BENNINGTON -- Residents had many questions about a proposed $3 million water bond vote coming up next week.
Jason Dolmetsch, an engineer with MSK Engineering, the firm that is planning the project, said the goal behind it is to solve water pressure issues at high elevations on the south end of town that occur during fires and other times of high water use.
He said the state has mandated the problem be solved by Dec. 1, 2018. If it is not, fines can be levied or the state can forbid new hookups or allocations.
Voters already rejected a $3.3 million proposal in March that called for building a 750,000-gallon water tank at the high end of the Southern Vermont College campus and running a water line to a pump station near the college's athletic fields. The college would go on the town's water supply and bear some of the cost. The college's involvement also allows the town access to a state revolving loan fund which would allow the town to borrow at a 3 percent interest rate rather than a 3.5 percent one.

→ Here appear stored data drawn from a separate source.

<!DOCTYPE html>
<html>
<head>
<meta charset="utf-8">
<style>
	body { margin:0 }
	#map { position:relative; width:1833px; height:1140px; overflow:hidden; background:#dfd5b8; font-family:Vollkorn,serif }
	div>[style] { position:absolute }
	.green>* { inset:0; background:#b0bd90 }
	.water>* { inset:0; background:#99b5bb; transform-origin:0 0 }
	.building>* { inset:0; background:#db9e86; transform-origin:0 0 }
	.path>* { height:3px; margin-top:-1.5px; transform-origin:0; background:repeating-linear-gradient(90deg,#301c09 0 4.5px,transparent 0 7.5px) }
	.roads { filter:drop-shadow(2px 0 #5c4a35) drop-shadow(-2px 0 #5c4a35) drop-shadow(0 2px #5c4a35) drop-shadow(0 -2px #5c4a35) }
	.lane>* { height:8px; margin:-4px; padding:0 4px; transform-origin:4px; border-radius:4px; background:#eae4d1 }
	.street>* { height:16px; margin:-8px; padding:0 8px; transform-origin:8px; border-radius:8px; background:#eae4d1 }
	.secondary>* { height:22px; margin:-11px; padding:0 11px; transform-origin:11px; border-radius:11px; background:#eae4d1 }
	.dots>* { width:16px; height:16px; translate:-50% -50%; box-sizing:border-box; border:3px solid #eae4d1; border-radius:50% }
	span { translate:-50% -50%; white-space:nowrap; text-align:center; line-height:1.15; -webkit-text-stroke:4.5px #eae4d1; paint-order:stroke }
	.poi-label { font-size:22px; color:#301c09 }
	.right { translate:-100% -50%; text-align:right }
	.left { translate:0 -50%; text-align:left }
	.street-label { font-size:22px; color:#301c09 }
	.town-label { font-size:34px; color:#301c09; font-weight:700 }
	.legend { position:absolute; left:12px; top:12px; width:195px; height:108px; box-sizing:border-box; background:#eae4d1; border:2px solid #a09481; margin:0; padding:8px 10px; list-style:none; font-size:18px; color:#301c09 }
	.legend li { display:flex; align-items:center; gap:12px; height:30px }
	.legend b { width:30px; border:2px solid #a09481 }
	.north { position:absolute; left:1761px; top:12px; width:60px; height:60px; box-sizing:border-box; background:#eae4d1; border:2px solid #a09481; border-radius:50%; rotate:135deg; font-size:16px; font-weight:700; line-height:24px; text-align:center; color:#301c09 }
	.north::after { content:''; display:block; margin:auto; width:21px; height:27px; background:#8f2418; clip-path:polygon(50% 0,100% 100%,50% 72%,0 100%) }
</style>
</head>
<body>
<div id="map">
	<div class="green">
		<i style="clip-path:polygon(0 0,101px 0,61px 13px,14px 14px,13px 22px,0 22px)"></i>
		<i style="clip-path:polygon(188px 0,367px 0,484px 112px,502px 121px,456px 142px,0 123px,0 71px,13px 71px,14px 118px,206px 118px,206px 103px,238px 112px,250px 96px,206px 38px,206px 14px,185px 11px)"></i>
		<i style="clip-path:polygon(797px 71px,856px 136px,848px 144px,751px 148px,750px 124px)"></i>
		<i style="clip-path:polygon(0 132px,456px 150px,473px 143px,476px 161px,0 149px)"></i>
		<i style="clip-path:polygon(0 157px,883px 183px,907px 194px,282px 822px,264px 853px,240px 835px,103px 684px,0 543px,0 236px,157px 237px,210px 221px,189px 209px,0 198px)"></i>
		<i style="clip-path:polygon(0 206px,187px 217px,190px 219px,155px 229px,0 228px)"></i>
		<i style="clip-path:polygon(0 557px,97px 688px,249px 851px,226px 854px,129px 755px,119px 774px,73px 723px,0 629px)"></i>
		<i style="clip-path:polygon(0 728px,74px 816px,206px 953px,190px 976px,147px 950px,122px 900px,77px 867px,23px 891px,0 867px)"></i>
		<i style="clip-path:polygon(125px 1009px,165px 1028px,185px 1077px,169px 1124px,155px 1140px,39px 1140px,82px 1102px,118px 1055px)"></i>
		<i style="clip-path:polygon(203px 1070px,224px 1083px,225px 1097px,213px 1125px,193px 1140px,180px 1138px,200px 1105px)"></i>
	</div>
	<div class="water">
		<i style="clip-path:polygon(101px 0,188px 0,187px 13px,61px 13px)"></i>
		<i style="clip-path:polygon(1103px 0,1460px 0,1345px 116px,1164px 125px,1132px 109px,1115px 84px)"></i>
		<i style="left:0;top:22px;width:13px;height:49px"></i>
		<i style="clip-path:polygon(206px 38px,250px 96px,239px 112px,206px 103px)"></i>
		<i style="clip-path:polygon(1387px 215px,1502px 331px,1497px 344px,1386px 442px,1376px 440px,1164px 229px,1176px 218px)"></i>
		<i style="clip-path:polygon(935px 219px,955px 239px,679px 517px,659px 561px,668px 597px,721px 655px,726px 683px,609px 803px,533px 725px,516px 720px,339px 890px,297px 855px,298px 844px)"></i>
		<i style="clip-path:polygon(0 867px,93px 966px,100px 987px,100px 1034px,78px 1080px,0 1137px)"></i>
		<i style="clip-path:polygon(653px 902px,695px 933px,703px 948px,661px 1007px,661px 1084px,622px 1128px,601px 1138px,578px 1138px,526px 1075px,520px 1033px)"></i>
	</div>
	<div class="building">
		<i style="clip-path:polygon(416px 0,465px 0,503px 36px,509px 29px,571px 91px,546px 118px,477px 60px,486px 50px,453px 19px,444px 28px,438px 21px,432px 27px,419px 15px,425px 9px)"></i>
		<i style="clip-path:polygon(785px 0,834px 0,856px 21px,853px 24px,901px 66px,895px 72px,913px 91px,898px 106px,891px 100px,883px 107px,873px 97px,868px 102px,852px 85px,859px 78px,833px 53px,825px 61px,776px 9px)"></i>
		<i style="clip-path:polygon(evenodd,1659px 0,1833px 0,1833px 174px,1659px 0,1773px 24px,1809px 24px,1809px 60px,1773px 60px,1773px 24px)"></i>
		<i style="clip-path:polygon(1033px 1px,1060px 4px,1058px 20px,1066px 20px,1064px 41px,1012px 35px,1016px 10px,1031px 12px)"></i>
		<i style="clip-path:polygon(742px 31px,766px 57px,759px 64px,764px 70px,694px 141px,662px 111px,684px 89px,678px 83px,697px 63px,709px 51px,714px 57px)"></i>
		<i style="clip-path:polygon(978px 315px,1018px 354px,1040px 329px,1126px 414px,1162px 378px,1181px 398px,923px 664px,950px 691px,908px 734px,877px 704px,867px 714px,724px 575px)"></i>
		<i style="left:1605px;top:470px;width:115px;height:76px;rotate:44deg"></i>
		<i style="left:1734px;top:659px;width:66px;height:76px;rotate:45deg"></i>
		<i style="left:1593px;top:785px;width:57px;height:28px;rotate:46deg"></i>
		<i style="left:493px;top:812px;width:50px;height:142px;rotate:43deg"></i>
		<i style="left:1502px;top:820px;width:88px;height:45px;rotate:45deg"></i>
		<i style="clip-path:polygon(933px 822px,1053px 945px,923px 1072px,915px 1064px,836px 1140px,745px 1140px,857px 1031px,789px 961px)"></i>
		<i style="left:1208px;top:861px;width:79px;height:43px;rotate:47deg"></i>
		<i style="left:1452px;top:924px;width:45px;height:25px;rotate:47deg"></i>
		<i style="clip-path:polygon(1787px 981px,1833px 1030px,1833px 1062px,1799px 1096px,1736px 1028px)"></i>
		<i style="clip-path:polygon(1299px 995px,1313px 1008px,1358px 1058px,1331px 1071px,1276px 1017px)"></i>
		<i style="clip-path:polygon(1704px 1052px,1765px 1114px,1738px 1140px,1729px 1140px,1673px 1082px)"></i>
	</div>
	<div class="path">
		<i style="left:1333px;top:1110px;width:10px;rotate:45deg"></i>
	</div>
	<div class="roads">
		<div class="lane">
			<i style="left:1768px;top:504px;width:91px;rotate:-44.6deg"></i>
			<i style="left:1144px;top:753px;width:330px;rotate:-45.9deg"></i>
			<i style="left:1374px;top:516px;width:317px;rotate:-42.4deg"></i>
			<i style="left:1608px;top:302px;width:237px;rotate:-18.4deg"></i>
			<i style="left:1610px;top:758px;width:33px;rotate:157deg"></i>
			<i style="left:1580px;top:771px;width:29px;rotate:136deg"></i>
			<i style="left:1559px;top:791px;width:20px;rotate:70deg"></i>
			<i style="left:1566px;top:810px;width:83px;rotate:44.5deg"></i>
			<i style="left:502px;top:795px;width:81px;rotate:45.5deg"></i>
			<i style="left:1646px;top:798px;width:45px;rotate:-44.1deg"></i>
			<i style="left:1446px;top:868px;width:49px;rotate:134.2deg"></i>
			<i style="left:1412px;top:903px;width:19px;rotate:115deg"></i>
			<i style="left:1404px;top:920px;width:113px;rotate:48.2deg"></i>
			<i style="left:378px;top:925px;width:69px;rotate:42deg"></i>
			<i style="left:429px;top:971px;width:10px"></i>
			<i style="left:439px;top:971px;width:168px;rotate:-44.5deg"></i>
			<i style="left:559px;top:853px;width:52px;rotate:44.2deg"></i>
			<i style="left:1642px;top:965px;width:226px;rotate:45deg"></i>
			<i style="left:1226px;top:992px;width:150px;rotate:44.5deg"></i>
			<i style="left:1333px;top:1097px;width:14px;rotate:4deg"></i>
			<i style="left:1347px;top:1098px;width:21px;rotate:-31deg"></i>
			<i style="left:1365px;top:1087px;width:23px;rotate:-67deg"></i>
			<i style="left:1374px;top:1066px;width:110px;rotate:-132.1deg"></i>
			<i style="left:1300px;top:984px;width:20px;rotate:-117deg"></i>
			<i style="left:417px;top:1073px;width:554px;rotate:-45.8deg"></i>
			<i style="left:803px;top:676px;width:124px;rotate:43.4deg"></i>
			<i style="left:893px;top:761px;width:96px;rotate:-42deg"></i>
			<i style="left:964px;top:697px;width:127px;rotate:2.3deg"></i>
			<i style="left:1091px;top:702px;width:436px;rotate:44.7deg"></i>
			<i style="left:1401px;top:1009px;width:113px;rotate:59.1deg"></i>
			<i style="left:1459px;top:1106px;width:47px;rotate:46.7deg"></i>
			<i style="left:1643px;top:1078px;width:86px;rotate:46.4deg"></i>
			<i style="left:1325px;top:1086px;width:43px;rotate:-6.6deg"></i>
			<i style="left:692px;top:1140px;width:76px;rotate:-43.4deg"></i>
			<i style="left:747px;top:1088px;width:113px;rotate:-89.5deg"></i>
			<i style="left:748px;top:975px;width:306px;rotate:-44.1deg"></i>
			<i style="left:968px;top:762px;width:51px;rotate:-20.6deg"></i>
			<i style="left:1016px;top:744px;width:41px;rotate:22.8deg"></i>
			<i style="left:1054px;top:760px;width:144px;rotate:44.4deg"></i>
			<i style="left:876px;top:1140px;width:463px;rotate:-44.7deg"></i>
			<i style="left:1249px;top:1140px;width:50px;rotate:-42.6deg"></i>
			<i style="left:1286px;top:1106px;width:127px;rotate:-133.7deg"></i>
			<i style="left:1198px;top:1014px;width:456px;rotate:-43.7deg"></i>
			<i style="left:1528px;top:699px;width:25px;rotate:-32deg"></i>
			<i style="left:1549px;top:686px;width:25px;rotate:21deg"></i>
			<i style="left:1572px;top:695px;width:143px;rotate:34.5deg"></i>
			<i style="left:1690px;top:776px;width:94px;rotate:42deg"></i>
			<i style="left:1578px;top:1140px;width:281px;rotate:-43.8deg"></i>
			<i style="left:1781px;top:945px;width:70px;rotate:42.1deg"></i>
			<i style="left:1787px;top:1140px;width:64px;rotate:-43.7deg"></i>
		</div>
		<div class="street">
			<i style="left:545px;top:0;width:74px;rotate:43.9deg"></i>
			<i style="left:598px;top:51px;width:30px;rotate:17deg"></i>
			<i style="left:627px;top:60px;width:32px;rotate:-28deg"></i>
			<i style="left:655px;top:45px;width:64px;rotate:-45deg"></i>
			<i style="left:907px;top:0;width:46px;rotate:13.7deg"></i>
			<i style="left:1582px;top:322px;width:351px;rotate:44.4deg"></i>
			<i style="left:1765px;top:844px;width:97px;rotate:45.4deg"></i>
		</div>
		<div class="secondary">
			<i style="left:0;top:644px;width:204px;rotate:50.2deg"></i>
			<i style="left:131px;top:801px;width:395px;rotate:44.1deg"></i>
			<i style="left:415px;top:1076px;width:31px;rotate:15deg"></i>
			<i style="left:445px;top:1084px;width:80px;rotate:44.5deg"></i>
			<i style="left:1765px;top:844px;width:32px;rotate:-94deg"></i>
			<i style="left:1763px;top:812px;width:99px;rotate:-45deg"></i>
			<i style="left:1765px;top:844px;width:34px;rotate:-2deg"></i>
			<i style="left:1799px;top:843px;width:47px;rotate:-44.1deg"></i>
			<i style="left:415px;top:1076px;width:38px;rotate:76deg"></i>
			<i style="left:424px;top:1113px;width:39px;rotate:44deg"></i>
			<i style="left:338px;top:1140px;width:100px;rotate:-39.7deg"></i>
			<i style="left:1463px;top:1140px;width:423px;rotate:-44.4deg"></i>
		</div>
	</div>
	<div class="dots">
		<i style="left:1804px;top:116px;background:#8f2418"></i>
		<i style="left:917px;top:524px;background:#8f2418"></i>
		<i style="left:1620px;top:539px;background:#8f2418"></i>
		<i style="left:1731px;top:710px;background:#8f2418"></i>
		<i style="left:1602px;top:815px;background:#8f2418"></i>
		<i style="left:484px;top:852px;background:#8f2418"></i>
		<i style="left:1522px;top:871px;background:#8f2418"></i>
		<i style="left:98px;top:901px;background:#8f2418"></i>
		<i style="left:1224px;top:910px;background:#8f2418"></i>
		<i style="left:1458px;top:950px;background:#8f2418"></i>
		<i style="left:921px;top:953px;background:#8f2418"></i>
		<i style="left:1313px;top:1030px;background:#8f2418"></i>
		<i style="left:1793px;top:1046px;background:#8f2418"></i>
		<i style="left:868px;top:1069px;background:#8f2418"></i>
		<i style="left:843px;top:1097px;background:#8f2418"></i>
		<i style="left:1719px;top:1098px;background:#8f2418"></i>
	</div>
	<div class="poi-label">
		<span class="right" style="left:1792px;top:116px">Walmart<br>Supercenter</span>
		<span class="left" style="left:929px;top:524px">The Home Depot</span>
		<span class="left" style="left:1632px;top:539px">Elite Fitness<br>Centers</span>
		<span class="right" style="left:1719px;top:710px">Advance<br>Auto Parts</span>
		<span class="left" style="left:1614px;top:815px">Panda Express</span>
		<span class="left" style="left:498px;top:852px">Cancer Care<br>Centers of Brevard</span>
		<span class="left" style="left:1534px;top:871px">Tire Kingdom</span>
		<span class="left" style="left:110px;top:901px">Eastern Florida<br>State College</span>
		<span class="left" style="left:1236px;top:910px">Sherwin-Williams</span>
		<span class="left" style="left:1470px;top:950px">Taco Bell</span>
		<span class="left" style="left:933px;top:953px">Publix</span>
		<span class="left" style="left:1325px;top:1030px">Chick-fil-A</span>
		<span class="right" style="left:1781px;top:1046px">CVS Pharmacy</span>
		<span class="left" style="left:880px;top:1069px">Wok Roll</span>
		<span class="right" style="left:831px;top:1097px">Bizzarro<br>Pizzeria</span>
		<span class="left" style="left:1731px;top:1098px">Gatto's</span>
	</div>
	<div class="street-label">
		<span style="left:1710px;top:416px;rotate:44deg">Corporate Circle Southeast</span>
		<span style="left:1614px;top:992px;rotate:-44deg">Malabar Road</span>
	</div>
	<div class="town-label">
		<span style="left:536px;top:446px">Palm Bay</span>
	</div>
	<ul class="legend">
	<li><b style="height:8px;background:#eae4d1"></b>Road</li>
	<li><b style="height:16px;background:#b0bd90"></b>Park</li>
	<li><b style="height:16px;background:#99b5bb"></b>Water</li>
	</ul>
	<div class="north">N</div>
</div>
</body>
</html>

The new plan is largely the same, only it involves running the main line on a more direct route through the college's campus.
Dolmetsch said the college has no issues with its water currently, but the state is requiring more stringent testing and filtering systems for its wells. It will have to solve its problem sooner than the town must address its own requirements, which is why the town is opting to go forward now, with the college, rather than later.
The tower will hold water at a certain elevation and release it into the system when the pressure is needed, said Dolmetsch. There have been six occasions since Jan. 1 where at least one person reported low water pressure or no water. One was the fire at the former LaFlamme's' furniture store, the others involved water being pumped up Willow Road, and hydrant flushings.
In response to a question from resident Ed Letourneau about there being hard data beyond anecdotes, Dolmetsch said there are pressure sensors on the lines and computer models that confirm the pressure drops bellow state standards at certain times.
Water Superintendent Terry Morse said these pressure issues have been happening since his tenure began in the 1980s. In response to a question from Bennington resident Chris Wright, Morse said the system was allowed to expand past its capacity. Such expansion would not likely be allowed today, or if allowed then the entity responsible would have to pay for necessary upgrades.
Resident Abby Shapiro asked how well the town could guarantee its water rate projections for the next five years.
Town Manager Stuart Hurd said there will be no rate increase this year, and in the coming years the town does not expect to see more than a 3 percent increase in a given year. He said the 41 percent increase spread over the past three years was because depreciation of the system was not being accounted for.
Board member Sharyn Brush said the board oversees the department's proposed budgets and works diligently to keep them down as much as possible.
Dolmetsch said if the project goes through with the college's help, the annual repayments on the bond, which do not start until two years after the project is complete, will be $36,400 less. Over 20 years, the town would save $728,000.
Eric Law, program specialist with the state Water Infrastructure Financing Program, said funds in the revolving loans are limited and competition is heavy, but SVC's involvement puts Bennington in the fundable range.
"I can tell you one thing, this problem is not going away," he said. "You have to ask yourself the question, is it cheaper now to deal with it than to wait four years? I can tell you, being in financing, it's going to be a whole lot cheaper now than it will be in four years."
The vote is June 17 at the Bennington Fire Facility located at 130 River Street. Polls are open from 7 a.m. to 7 p.m. Voting will also be at the North Bennington Village Trustees Office for voters in the village.
One of the criticisms against the bond was that all registered voters had a say, but payments only to rate payers. Town officials explained that there used to be a tax credit for those not on the system, back when water was paid for out of the general fund, but a change to the town charter many years ago holds that only rate payers fund the system. Still, collateral for the bond would be town property, so all registered voters can cast ballots.